Oggi la “La casa dei pesci”, la Onlus che si occupa di ottenere i finanziamenti per sviluppare il museo – tra cui quello del marchio Patagonia – conta 39 sculture piazzate fino a 20 metri di profondità lungo la costa di Talamone, e altre sono in lavorazione. Ogni opera pesa dalle 10 alle 15 tonnellate e rappresenta un rifugio per decine di piante e di pesci, che negli intagli dello stesso marmo che ha dato vita al David di Michelangelo, vivono e prosperano. Wymar Van Ommen è uno degli artisti coinvolti nel progetto. Scultore italo-olandese di 30 anni, ha studiato all’accademia di Firenze e di Carrara e ha appena terminato, dopo 24 giorni di lavoro, una delle opere destinate a popolare, nei prossimi mesi, il parco marino: “frammenti di luce”. «L’opera è composta da due occhi perché mi piace l’idea di ricavare particolari anatomici da un basamento.

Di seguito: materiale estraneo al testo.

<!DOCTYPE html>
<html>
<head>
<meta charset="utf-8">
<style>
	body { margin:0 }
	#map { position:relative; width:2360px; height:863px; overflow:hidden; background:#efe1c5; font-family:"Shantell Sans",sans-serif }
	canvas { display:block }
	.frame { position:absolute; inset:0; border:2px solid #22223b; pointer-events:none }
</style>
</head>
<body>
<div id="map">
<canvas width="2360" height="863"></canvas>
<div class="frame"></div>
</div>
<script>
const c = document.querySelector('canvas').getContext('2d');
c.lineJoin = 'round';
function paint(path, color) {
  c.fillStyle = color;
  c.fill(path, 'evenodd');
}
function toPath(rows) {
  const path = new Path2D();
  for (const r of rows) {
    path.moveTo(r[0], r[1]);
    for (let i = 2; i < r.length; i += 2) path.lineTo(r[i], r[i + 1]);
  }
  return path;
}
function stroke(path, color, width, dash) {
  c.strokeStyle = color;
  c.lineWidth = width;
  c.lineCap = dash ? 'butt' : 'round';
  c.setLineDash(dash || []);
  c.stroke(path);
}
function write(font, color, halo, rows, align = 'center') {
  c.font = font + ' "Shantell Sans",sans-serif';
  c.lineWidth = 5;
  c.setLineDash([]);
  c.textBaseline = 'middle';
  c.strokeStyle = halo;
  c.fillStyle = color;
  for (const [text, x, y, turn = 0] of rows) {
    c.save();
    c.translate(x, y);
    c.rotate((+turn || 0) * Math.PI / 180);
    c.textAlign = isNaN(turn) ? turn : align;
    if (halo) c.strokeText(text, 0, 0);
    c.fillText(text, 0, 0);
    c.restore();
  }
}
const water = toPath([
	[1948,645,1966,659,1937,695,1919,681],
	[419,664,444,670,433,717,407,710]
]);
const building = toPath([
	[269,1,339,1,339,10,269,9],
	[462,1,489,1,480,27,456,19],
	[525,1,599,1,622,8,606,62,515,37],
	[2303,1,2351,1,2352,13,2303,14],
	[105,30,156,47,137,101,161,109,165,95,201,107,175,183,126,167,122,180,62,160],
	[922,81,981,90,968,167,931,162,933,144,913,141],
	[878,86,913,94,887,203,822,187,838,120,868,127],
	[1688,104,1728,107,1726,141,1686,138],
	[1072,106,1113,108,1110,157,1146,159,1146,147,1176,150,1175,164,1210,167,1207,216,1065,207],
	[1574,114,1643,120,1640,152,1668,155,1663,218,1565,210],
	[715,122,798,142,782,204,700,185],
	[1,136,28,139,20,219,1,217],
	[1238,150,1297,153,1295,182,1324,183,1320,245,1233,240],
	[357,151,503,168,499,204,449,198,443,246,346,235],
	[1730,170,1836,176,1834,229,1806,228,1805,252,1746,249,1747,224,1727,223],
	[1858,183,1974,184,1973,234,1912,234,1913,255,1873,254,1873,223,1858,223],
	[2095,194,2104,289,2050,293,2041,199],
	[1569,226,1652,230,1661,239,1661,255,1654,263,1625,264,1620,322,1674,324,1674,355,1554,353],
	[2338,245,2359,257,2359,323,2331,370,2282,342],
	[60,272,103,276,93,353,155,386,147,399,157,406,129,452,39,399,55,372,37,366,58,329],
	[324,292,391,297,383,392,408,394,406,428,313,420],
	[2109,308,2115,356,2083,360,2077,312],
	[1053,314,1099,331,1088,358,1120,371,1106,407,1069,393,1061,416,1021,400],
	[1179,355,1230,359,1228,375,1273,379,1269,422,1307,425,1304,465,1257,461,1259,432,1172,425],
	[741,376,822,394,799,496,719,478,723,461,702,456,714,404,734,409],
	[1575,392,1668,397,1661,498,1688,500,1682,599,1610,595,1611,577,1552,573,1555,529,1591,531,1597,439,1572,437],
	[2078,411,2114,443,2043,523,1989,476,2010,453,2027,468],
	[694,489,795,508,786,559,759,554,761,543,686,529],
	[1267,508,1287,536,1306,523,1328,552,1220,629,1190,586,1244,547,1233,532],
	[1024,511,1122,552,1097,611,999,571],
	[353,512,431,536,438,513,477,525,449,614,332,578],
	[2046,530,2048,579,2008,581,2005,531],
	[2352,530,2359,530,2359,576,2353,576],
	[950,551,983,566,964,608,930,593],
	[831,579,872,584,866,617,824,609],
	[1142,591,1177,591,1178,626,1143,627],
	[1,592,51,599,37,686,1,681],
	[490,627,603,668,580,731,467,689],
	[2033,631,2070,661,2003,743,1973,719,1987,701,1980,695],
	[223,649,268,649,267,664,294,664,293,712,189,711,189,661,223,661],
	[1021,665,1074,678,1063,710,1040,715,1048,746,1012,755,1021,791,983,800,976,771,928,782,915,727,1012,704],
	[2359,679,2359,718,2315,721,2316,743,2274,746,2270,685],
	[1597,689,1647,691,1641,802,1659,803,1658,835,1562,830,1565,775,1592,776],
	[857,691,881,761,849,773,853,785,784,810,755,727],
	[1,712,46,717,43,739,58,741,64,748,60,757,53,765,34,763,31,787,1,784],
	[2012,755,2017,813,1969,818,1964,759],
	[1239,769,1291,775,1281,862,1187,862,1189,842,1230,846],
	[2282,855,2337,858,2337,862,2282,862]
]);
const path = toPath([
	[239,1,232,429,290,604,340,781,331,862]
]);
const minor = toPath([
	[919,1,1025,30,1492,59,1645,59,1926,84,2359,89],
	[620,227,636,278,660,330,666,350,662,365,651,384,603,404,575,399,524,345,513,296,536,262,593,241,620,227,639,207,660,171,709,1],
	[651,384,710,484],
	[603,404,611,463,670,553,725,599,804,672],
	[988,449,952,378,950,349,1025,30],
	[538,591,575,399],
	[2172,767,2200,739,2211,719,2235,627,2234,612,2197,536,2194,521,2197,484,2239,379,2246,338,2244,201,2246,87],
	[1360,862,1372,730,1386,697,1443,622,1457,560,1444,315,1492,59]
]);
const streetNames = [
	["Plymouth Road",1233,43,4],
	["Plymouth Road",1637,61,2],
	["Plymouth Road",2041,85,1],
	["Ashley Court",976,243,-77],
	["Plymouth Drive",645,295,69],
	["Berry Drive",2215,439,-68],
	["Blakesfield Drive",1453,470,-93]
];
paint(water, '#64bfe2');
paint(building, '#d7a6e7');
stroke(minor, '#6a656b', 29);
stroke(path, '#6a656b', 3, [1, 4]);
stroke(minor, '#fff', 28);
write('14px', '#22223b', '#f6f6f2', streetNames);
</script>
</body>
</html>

In questo caso ho immaginato uno zoom su una parte del volto: uno sguardo che, rivolto verso la superficie, idealmente sorveglia la pesca illegale», racconta a Tpi. «Ho provato una sensazione strana a creare un’opera destinata a stare sott’acqua. Ma sono contento perché il suo pubblico saranno i pesci e gli animali. Mentre lavoravo percepivo questa cosa. Ho iniziato a sognare: “Qui ci sarà un’alga, qui una piantina, e questa cavità per un polpo sarà una paradiso”».